_Task requirements_. Return the entries below exactly as written.

Data section START

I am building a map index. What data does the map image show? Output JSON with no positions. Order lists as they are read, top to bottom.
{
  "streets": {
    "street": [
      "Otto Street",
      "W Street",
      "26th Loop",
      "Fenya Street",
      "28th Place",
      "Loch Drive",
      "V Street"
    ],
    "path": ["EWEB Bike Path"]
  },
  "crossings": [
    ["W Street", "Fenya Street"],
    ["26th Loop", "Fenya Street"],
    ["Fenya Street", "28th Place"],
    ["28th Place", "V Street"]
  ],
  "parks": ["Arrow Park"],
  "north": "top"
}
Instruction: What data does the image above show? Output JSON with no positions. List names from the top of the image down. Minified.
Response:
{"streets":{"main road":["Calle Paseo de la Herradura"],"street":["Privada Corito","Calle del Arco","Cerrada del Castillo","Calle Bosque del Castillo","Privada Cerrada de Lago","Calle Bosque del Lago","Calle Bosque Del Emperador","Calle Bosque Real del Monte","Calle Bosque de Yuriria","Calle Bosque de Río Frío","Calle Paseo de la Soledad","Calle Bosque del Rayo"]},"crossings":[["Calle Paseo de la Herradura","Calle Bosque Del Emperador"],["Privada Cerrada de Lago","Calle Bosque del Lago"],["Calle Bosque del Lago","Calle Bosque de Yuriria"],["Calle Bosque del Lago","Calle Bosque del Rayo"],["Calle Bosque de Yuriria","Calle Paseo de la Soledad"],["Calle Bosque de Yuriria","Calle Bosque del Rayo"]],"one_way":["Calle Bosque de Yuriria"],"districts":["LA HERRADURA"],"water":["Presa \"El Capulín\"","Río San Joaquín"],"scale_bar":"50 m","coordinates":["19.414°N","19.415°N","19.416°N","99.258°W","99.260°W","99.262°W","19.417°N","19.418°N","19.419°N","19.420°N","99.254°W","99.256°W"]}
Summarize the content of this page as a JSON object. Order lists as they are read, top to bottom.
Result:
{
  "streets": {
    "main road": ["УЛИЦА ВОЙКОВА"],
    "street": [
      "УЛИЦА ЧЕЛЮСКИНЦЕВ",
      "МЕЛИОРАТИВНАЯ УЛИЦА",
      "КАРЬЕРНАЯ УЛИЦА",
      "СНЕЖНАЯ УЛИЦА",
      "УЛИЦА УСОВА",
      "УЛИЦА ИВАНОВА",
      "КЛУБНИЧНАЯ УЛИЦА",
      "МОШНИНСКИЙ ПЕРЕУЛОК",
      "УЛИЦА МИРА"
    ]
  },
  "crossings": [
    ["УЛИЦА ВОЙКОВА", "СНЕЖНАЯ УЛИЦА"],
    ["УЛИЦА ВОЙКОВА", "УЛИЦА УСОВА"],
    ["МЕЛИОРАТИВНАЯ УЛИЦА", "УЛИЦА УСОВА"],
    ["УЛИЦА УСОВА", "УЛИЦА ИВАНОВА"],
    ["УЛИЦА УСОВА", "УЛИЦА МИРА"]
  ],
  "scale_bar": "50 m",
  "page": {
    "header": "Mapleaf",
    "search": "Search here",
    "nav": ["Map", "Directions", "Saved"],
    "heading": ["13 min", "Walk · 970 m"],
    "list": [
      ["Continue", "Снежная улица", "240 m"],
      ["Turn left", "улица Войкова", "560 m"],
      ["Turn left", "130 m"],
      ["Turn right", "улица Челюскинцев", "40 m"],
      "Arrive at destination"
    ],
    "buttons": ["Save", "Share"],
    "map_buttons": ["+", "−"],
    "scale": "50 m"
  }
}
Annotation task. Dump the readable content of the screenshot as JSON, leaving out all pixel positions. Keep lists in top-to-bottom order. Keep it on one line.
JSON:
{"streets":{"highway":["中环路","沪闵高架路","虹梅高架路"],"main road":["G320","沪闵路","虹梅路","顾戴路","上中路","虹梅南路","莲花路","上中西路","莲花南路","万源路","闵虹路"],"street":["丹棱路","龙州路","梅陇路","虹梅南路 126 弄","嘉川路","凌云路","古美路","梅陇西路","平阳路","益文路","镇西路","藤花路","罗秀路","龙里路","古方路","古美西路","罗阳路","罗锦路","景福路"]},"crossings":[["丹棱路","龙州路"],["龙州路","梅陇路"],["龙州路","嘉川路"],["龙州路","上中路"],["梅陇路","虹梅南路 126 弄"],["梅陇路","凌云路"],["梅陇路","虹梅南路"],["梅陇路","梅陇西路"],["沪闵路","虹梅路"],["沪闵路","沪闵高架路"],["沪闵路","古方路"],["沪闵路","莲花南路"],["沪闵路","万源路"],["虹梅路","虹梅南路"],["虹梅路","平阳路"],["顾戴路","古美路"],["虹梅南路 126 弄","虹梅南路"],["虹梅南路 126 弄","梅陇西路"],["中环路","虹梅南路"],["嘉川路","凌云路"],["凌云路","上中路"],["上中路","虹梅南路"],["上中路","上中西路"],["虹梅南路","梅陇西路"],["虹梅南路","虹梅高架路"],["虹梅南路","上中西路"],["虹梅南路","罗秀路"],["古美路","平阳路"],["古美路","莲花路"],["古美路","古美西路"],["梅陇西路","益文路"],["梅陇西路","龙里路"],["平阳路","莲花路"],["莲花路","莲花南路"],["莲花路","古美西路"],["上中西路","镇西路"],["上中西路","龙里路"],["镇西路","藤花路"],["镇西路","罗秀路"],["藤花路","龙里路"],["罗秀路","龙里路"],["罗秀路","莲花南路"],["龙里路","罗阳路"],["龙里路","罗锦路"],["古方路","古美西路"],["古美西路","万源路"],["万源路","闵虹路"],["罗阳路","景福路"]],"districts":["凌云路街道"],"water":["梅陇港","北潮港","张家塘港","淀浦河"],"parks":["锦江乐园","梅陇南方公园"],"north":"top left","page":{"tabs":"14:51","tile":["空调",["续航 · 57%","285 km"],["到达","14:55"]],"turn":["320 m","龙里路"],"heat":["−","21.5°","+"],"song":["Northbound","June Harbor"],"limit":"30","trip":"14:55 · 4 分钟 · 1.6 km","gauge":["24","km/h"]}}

Data section END

_Exercise result_.
I am building a map index. What data does the map image show? Output JSON with no positions. Order lists as they are read, top to bottom.
{
  "streets": {
    "street": [
      "Otto Street",
      "W Street",
      "26th Loop",
      "Fenya Street",
      "28th Place",
      "Loch Drive",
      "V Street"
    ],
    "path": ["EWEB Bike Path"]
  },
  "crossings": [
    ["W Street", "Fenya Street"],
    ["26th Loop", "Fenya Street"],
    ["Fenya Street", "28th Place"],
    ["28th Place", "V Street"]
  ],
  "parks": ["Arrow Park"],
  "north": "top"
}
Instruction: What data does the image above show? Output JSON with no positions. List names from the top of the image down. Minified.
Response:
{"streets":{"main road":["Calle Paseo de la Herradura"],"street":["Privada Corito","Calle del Arco","Cerrada del Castillo","Calle Bosque del Castillo","Privada Cerrada de Lago","Calle Bosque del Lago","Calle Bosque Del Emperador","Calle Bosque Real del Monte","Calle Bosque de Yuriria","Calle Bosque de Río Frío","Calle Paseo de la Soledad","Calle Bosque del Rayo"]},"crossings":[["Calle Paseo de la Herradura","Calle Bosque Del Emperador"],["Privada Cerrada de Lago","Calle Bosque del Lago"],["Calle Bosque del Lago","Calle Bosque de Yuriria"],["Calle Bosque del Lago","Calle Bosque del Rayo"],["Calle Bosque de Yuriria","Calle Paseo de la Soledad"],["Calle Bosque de Yuriria","Calle Bosque del Rayo"]],"one_way":["Calle Bosque de Yuriria"],"districts":["LA HERRADURA"],"water":["Presa \"El Capulín\"","Río San Joaquín"],"scale_bar":"50 m","coordinates":["19.414°N","19.415°N","19.416°N","99.258°W","99.260°W","99.262°W","19.417°N","19.418°N","19.419°N","19.420°N","99.254°W","99.256°W"]}
Summarize the content of this page as a JSON object. Order lists as they are read, top to bottom.
Result:
{
  "streets": {
    "main road": ["УЛИЦА ВОЙКОВА"],
    "street": [
      "УЛИЦА ЧЕЛЮСКИНЦЕВ",
      "МЕЛИОРАТИВНАЯ УЛИЦА",
      "КАРЬЕРНАЯ УЛИЦА",
      "СНЕЖНАЯ УЛИЦА",
      "УЛИЦА УСОВА",
      "УЛИЦА ИВАНОВА",
      "КЛУБНИЧНАЯ УЛИЦА",
      "МОШНИНСКИЙ ПЕРЕУЛОК",
      "УЛИЦА МИРА"
    ]
  },
  "crossings": [
    ["УЛИЦА ВОЙКОВА", "СНЕЖНАЯ УЛИЦА"],
    ["УЛИЦА ВОЙКОВА", "УЛИЦА УСОВА"],
    ["МЕЛИОРАТИВНАЯ УЛИЦА", "УЛИЦА УСОВА"],
    ["УЛИЦА УСОВА", "УЛИЦА ИВАНОВА"],
    ["УЛИЦА УСОВА", "УЛИЦА МИРА"]
  ],
  "scale_bar": "50 m",
  "page": {
    "header": "Mapleaf",
    "search": "Search here",
    "nav": ["Map", "Directions", "Saved"],
    "heading": ["13 min", "Walk · 970 m"],
    "list": [
      ["Continue", "Снежная улица", "240 m"],
      ["Turn left", "улица Войкова", "560 m"],
      ["Turn left", "130 m"],
      ["Turn right", "улица Челюскинцев", "40 m"],
      "Arrive at destination"
    ],
    "buttons": ["Save", "Share"],
    "map_buttons": ["+", "−"],
    "scale": "50 m"
  }
}
Annotation task. Dump the readable content of the screenshot as JSON, leaving out all pixel positions. Keep lists in top-to-bottom order. Keep it on one line.
JSON:
{"streets":{"highway":["中环路","沪闵高架路","虹梅高架路"],"main road":["G320","沪闵路","虹梅路","顾戴路","上中路","虹梅南路","莲花路","上中西路","莲花南路","万源路","闵虹路"],"street":["丹棱路","龙州路","梅陇路","虹梅南路 126 弄","嘉川路","凌云路","古美路","梅陇西路","平阳路","益文路","镇西路","藤花路","罗秀路","龙里路","古方路","古美西路","罗阳路","罗锦路","景福路"]},"crossings":[["丹棱路","龙州路"],["龙州路","梅陇路"],["龙州路","嘉川路"],["龙州路","上中路"],["梅陇路","虹梅南路 126 弄"],["梅陇路","凌云路"],["梅陇路","虹梅南路"],["梅陇路","梅陇西路"],["沪闵路","虹梅路"],["沪闵路","沪闵高架路"],["沪闵路","古方路"],["沪闵路","莲花南路"],["沪闵路","万源路"],["虹梅路","虹梅南路"],["虹梅路","平阳路"],["顾戴路","古美路"],["虹梅南路 126 弄","虹梅南路"],["虹梅南路 126 弄","梅陇西路"],["中环路","虹梅南路"],["嘉川路","凌云路"],["凌云路","上中路"],["上中路","虹梅南路"],["上中路","上中西路"],["虹梅南路","梅陇西路"],["虹梅南路","虹梅高架路"],["虹梅南路","上中西路"],["虹梅南路","罗秀路"],["古美路","平阳路"],["古美路","莲花路"],["古美路","古美西路"],["梅陇西路","益文路"],["梅陇西路","龙里路"],["平阳路","莲花路"],["莲花路","莲花南路"],["莲花路","古美西路"],["上中西路","镇西路"],["上中西路","龙里路"],["镇西路","藤花路"],["镇西路","罗秀路"],["藤花路","龙里路"],["罗秀路","龙里路"],["罗秀路","莲花南路"],["龙里路","罗阳路"],["龙里路","罗锦路"],["古方路","古美西路"],["古美西路","万源路"],["万源路","闵虹路"],["罗阳路","景福路"]],"districts":["凌云路街道"],"water":["梅陇港","北潮港","张家塘港","淀浦河"],"parks":["锦江乐园","梅陇南方公园"],"north":"top left","page":{"tabs":"14:51","tile":["空调",["续航 · 57%","285 km"],["到达","14:55"]],"turn":["320 m","龙里路"],"heat":["−","21.5°","+"],"song":["Northbound","June Harbor"],"limit":"30","trip":"14:55 · 4 分钟 · 1.6 km","gauge":["24","km/h"]}}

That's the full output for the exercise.